HOW TO COMPLETE THIS TASK: Please write out all the entries exactly, without the pictures.

▼▼▼

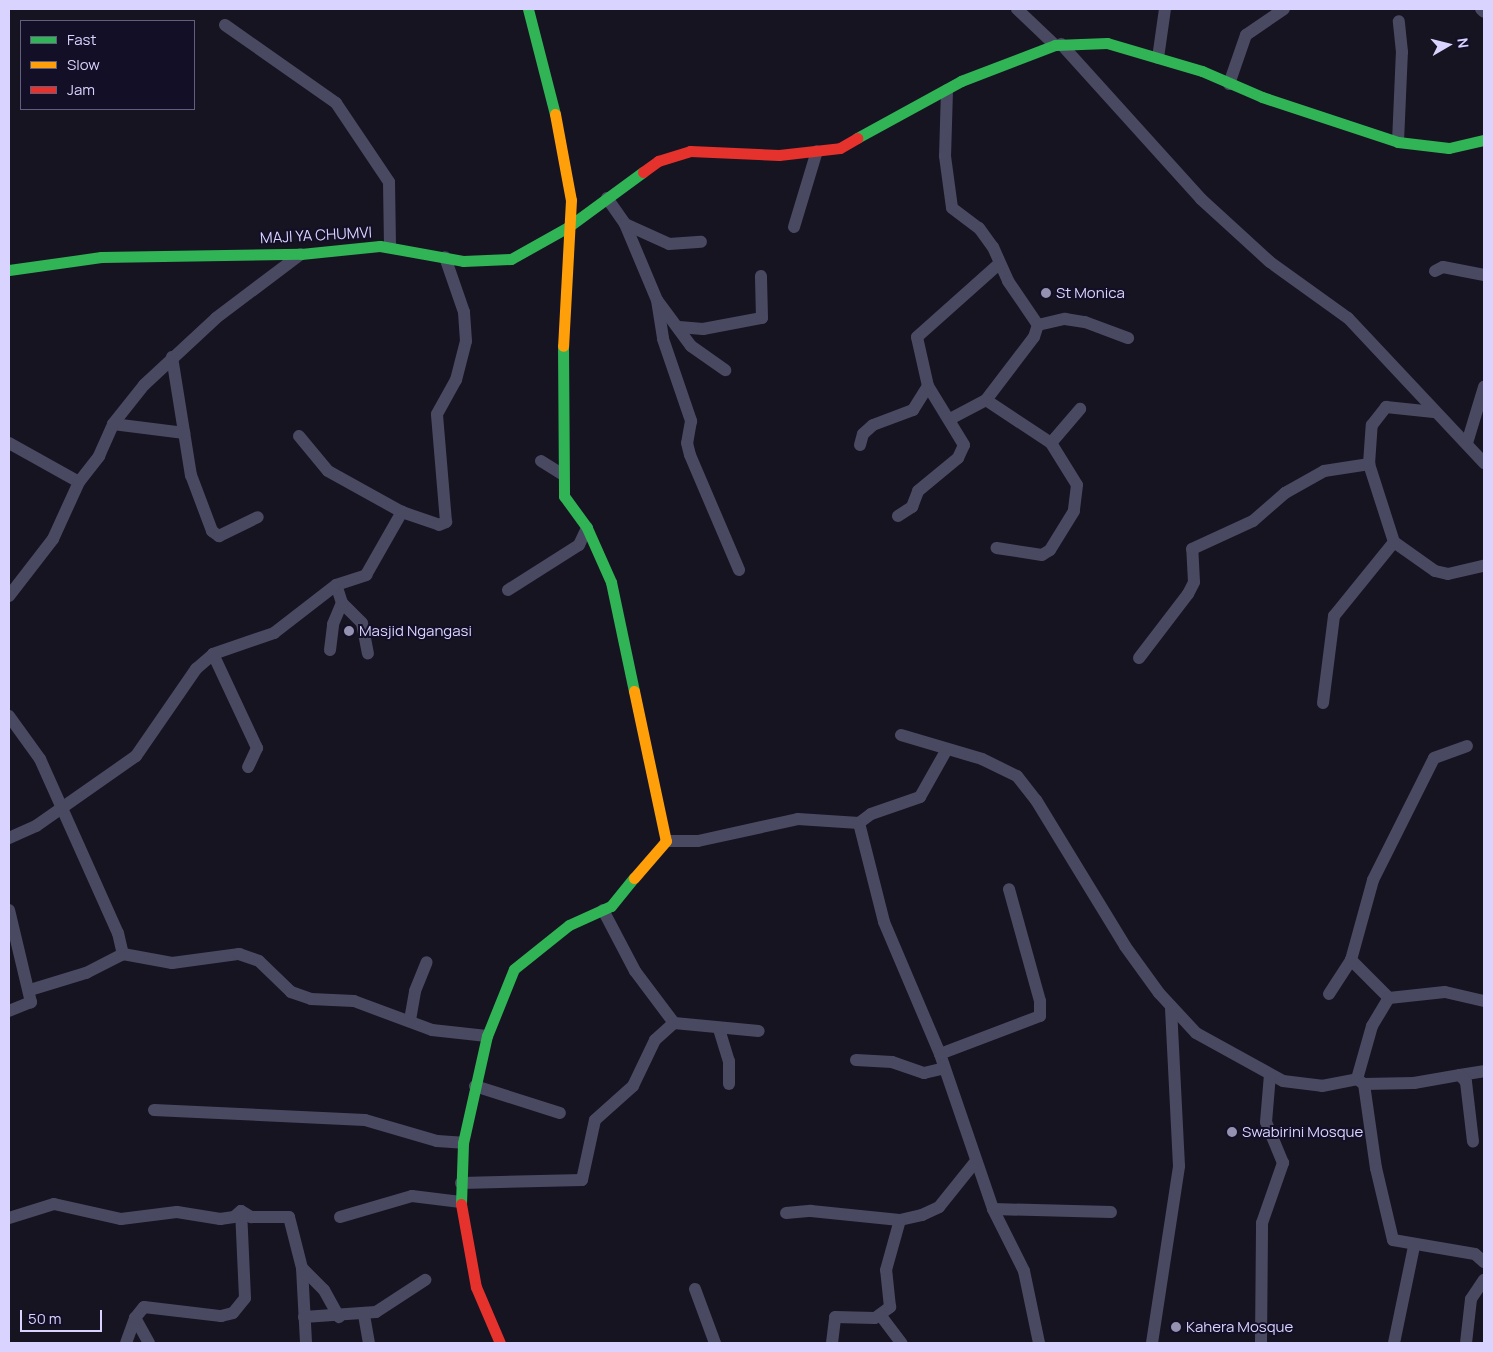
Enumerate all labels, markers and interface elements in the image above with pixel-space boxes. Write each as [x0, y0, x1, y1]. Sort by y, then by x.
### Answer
legend [20, 20, 195, 110]
north arrow [1423, 20, 1473, 70]
text: Fast [67, 29, 96, 50]
text: N [1453, 37, 1473, 49]
text: Slow [67, 54, 100, 75]
text: Jam [67, 79, 95, 100]
street label: MAJI YA CHUMVI [260, 223, 372, 247]
place label: St Monica [1056, 284, 1125, 302]
marker: St Monica [1040, 287, 1052, 299]
place label: Masjid Ngangasi [359, 622, 472, 640]
marker: Masjid Ngangasi [343, 625, 355, 637]
place label: Swabirini Mosque [1242, 1123, 1363, 1141]
marker: Swabirini Mosque [1226, 1126, 1238, 1138]
scale bar [22, 1300, 105, 1332]
text: 50 m [28, 1308, 62, 1329]
place label: Kahera Mosque [1186, 1318, 1293, 1336]
marker: Kahera Mosque [1170, 1321, 1182, 1333]

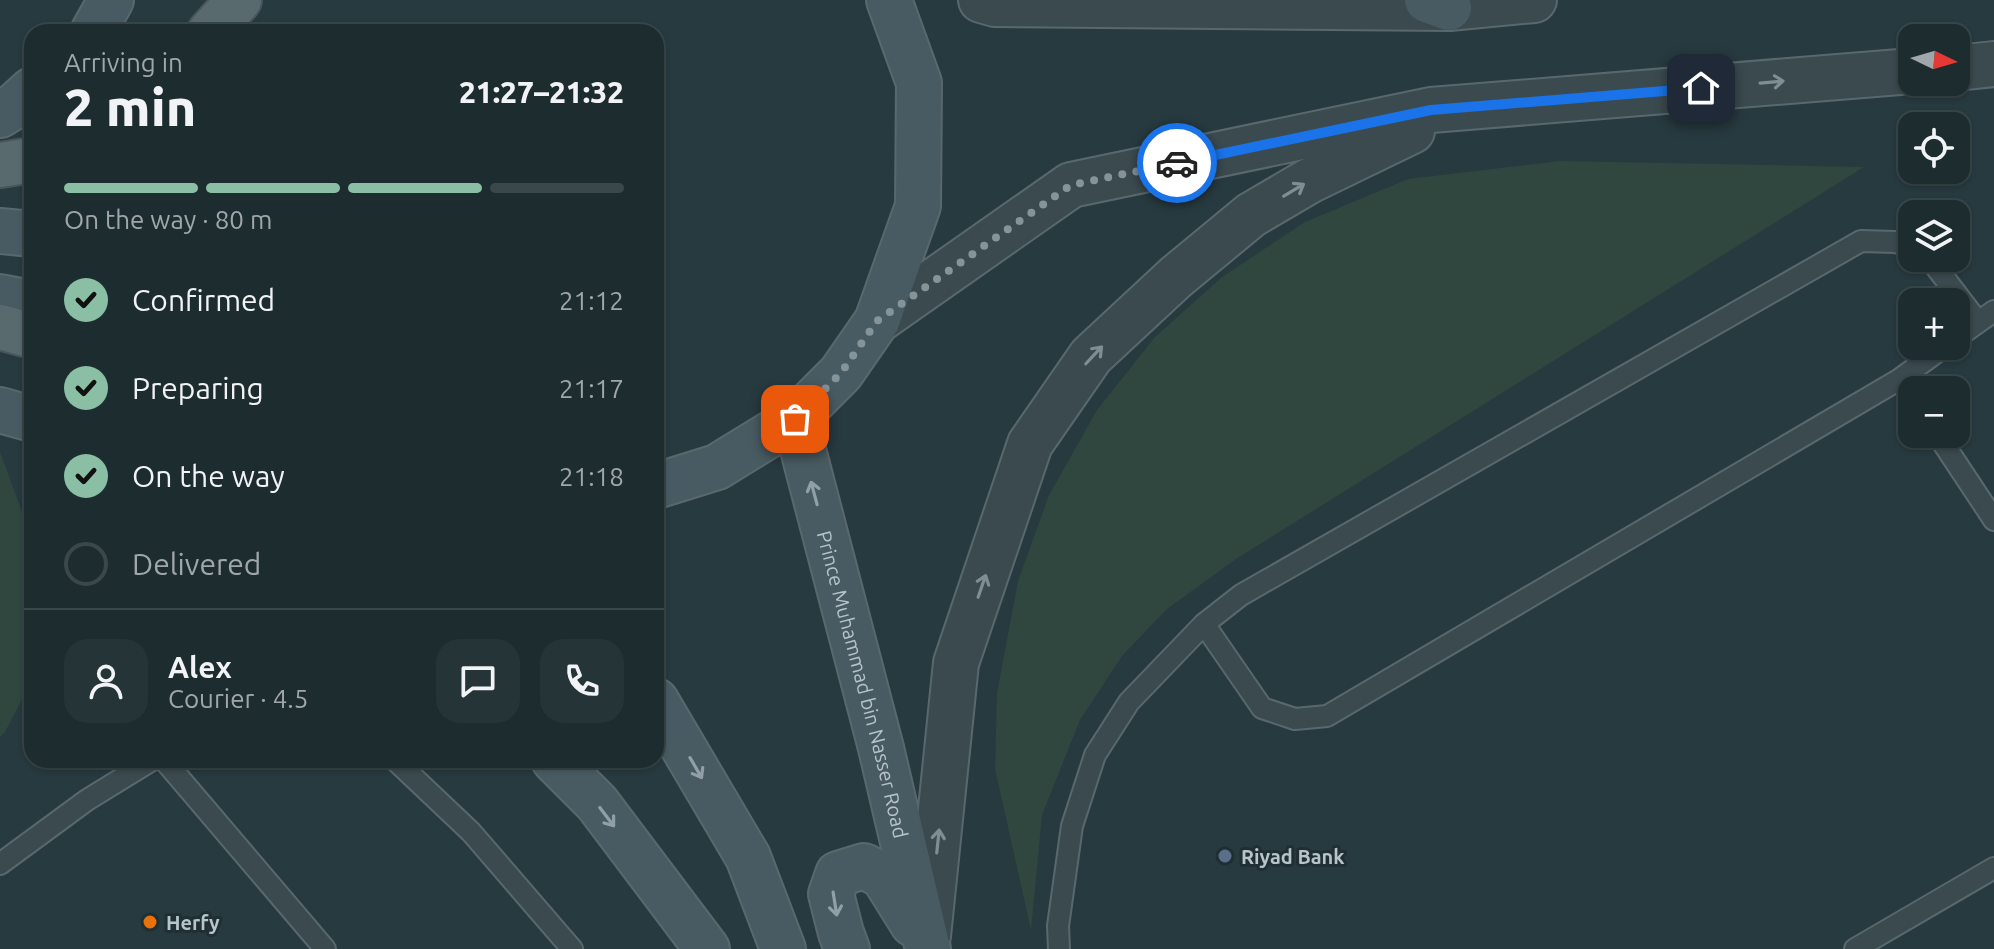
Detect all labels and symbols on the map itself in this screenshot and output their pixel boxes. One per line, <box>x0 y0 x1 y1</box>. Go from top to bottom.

▲▲▲

EXPECTED ANSWER:
Enumerate all labels, markers and interface elements in the image above with pixel-space boxes. Write each as [x0, y0, x1, y1]. Sort by y, then by x.
### Answer
legend [20, 20, 195, 110]
north arrow [1423, 20, 1473, 70]
text: Fast [67, 29, 96, 50]
text: N [1453, 37, 1473, 49]
text: Slow [67, 54, 100, 75]
text: Jam [67, 79, 95, 100]
street label: MAJI YA CHUMVI [260, 223, 372, 247]
place label: St Monica [1056, 284, 1125, 302]
marker: St Monica [1040, 287, 1052, 299]
place label: Masjid Ngangasi [359, 622, 472, 640]
marker: Masjid Ngangasi [343, 625, 355, 637]
place label: Swabirini Mosque [1242, 1123, 1363, 1141]
marker: Swabirini Mosque [1226, 1126, 1238, 1138]
scale bar [22, 1300, 105, 1332]
text: 50 m [28, 1308, 62, 1329]
place label: Kahera Mosque [1186, 1318, 1293, 1336]
marker: Kahera Mosque [1170, 1321, 1182, 1333]

Detect all labels and symbols on the map itself in this screenshot and output their pixel boxes. One per line, <box>x0 y0 x1 y1</box>. Go from top to bottom.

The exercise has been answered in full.